▶ _PROMPT_: Search the entries below for the word "scale", then copy each line in which it is found.

[Dataset entries]
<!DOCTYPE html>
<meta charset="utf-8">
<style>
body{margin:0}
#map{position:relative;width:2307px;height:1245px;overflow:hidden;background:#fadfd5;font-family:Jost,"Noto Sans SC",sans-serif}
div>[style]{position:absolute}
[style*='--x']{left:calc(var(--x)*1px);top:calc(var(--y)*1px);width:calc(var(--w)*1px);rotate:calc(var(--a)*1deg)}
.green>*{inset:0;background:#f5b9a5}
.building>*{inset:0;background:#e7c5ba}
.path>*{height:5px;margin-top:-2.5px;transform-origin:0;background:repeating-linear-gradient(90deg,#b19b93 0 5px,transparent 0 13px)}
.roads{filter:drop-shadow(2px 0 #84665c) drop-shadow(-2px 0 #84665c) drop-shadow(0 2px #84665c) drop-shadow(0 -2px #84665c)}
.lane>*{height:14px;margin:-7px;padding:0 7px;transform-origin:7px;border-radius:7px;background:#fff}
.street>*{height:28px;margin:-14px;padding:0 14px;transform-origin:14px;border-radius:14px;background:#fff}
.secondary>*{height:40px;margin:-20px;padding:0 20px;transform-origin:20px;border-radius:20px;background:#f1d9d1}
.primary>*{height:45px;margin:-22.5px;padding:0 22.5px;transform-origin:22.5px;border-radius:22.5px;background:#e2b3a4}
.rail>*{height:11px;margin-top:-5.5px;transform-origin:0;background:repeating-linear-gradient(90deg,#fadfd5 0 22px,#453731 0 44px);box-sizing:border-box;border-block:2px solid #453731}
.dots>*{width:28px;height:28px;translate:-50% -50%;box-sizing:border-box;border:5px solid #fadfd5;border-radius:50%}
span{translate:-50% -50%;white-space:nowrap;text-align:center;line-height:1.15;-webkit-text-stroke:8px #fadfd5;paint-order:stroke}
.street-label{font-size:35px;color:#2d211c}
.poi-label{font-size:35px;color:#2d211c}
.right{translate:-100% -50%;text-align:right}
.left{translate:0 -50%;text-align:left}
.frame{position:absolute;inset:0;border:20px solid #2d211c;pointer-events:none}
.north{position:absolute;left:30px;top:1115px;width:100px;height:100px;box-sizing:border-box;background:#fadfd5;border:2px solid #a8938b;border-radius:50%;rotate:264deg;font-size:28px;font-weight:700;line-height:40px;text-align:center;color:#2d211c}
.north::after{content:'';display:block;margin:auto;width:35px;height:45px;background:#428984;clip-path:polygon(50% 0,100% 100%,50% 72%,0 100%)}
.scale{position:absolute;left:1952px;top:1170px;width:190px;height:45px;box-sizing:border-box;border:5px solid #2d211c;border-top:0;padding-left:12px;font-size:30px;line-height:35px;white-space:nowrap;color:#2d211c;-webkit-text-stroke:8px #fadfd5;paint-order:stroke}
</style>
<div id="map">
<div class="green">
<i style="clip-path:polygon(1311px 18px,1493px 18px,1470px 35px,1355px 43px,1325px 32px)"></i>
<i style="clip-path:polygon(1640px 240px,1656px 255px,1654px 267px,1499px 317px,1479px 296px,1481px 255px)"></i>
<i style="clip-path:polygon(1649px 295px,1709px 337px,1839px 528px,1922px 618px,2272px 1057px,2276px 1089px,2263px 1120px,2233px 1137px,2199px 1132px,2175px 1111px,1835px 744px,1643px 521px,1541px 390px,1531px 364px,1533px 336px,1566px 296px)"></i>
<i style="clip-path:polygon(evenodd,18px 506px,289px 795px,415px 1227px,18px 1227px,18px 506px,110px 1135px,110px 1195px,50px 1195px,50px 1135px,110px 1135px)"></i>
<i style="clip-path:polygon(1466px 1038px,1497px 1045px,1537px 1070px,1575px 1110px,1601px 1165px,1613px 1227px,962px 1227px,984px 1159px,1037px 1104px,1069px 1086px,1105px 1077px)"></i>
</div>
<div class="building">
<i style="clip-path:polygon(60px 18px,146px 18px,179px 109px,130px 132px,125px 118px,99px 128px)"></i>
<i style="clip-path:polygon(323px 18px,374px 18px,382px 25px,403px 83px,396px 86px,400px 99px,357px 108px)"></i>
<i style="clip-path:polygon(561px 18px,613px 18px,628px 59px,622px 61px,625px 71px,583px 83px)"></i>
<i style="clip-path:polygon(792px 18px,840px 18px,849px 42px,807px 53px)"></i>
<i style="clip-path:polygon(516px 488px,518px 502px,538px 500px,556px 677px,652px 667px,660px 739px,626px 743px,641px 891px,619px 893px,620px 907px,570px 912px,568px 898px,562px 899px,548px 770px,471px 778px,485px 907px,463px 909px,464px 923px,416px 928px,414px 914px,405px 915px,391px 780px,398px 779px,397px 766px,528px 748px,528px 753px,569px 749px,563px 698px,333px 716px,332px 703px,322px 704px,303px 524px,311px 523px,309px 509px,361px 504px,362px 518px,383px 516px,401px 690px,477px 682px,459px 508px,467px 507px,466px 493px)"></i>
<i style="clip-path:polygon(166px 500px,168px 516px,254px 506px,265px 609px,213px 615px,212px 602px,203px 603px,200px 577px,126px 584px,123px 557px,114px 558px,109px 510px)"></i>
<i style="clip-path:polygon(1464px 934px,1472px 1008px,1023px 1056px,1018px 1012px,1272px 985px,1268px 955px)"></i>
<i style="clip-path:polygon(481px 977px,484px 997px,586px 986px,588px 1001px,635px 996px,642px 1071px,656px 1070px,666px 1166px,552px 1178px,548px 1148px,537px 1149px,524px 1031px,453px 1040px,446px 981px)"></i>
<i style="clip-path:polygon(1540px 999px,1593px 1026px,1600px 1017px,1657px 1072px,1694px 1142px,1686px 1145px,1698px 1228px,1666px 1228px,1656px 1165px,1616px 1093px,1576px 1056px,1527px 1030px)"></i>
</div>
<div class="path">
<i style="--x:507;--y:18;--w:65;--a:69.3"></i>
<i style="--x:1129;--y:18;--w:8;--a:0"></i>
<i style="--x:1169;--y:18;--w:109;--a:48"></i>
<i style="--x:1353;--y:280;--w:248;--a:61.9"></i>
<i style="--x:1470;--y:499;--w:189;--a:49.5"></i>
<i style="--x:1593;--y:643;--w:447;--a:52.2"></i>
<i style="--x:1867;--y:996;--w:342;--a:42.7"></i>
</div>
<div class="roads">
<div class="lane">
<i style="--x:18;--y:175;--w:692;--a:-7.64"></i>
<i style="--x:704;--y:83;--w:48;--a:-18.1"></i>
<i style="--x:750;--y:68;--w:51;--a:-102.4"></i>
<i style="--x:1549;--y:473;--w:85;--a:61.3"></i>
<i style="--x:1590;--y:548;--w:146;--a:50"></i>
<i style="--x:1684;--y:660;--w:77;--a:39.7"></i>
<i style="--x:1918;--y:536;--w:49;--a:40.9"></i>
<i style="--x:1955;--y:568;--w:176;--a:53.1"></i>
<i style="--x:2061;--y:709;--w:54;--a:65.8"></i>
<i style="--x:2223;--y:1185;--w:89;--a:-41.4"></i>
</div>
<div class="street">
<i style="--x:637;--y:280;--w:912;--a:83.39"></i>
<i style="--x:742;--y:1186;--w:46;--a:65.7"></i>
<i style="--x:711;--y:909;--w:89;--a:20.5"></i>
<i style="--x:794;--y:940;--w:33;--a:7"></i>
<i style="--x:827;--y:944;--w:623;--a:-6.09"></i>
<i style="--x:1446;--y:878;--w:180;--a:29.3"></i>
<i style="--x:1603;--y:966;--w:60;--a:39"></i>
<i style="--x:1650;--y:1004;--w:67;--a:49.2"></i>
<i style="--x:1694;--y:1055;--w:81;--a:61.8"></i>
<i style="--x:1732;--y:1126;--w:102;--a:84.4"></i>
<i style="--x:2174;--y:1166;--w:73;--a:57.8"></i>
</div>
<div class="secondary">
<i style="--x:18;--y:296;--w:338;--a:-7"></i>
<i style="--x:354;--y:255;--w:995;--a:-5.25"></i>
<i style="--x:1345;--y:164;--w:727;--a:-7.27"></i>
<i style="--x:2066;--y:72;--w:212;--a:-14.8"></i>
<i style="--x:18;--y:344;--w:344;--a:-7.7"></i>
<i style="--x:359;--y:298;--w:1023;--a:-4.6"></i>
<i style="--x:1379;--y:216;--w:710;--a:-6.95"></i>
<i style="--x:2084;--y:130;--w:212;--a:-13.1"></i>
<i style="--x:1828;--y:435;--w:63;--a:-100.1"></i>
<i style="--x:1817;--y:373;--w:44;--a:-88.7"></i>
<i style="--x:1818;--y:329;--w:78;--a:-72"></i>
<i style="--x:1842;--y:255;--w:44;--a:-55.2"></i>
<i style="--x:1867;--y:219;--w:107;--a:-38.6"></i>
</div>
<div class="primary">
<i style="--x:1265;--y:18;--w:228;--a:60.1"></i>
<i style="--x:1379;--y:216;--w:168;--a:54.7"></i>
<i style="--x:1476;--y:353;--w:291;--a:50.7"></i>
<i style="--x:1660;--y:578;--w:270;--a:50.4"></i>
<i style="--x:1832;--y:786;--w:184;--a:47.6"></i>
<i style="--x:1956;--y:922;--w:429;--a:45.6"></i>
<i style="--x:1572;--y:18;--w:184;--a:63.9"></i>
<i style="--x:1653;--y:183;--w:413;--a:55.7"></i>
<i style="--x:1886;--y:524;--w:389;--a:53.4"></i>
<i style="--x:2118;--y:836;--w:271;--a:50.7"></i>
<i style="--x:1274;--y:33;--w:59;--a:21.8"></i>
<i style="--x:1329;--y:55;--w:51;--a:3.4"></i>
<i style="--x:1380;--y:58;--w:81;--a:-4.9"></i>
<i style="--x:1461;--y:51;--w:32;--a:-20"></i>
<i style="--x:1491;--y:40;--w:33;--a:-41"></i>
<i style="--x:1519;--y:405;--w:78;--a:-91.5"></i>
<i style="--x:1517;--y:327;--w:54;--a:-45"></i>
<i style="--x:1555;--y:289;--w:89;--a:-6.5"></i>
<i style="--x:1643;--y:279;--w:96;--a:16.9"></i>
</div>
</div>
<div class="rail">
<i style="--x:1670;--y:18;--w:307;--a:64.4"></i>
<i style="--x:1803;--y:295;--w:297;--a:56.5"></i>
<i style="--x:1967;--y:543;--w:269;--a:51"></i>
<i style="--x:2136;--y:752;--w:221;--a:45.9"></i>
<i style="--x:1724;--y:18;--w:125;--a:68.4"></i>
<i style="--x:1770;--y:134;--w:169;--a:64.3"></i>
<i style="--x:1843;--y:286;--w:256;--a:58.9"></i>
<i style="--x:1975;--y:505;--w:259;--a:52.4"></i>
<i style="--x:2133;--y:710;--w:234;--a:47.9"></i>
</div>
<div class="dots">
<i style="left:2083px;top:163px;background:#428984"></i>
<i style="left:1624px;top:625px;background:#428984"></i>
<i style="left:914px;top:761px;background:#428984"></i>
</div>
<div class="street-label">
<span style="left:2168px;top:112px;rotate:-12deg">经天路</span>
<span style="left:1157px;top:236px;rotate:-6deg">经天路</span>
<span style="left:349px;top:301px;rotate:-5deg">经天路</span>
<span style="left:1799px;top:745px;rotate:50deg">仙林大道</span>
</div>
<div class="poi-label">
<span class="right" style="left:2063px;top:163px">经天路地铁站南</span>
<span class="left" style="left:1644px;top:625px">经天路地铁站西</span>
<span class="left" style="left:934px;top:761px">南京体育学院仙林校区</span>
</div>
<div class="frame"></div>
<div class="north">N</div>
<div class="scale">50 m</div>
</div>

▶ _RESULT BELOW_:
.scale{position:absolute;left:1952px;top:1170px;width:190px;height:45px;box-sizing:border-box;border:5px solid #2d211c;border-top:0;padding-left:12px;font-size:30px;line-height:35px;white-space:nowrap;color:#2d211c;-webkit-text-stroke:8px #fadfd5;paint-order:stroke}
<div class="scale">50 m</div>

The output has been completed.